--- START ---

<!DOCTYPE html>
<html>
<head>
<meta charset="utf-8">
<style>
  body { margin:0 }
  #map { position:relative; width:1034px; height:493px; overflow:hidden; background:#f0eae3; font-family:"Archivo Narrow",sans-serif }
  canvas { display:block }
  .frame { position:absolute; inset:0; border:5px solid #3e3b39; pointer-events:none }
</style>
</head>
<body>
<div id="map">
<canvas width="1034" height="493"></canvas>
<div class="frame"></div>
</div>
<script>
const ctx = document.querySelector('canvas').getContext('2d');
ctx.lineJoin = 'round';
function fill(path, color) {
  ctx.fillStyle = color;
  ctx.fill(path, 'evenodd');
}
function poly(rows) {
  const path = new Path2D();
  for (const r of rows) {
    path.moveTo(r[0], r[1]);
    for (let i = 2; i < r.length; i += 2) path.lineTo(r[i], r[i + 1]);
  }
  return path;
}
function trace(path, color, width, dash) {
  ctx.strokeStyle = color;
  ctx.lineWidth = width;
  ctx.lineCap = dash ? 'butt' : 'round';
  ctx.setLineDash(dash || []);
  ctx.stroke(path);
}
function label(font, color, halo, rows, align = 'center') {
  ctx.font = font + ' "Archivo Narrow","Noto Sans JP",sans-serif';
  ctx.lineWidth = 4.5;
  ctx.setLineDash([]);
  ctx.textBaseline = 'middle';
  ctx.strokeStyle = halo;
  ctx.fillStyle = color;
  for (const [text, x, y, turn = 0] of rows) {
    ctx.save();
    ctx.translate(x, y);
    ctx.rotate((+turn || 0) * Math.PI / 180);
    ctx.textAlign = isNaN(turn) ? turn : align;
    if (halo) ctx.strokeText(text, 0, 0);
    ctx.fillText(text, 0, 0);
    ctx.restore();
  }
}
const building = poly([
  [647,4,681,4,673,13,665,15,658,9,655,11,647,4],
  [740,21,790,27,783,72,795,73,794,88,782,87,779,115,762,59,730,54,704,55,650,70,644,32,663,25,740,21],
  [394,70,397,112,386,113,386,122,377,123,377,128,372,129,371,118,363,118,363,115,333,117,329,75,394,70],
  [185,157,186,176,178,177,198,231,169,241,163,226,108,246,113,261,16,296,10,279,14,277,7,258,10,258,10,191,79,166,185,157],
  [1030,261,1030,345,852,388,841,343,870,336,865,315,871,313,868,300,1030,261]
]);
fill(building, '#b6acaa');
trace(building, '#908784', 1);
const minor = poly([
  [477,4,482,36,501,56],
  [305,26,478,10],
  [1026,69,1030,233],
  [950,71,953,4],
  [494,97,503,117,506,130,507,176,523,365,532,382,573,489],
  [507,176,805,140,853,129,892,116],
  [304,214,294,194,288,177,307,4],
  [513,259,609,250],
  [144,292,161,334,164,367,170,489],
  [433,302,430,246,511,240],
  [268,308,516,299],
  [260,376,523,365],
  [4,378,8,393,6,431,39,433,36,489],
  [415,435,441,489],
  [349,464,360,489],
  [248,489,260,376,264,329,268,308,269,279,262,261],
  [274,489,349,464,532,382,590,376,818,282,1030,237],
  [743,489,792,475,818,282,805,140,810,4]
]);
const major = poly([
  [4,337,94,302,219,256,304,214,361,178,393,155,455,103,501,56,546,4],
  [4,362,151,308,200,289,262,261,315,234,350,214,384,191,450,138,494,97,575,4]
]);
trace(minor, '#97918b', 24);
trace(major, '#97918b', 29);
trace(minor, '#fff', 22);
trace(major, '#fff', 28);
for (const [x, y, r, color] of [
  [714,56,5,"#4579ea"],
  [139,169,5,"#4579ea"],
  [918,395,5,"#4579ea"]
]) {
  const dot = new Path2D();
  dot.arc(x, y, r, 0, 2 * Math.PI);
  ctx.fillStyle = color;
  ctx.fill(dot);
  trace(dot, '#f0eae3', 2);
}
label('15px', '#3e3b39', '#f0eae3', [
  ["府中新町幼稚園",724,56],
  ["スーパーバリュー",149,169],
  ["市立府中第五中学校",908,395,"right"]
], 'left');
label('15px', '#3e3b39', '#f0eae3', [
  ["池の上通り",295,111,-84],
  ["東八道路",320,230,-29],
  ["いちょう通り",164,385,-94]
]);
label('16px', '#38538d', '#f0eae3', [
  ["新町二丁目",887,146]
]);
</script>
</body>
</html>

--- END ---

# Exercise aim
Where a line in the listing above includes the string "halo", copy that line.

# Written reply
function label(font, color, halo, rows, align = 'center') {
  ctx.strokeStyle = halo;
    if (halo) ctx.strokeText(text, 0, 0);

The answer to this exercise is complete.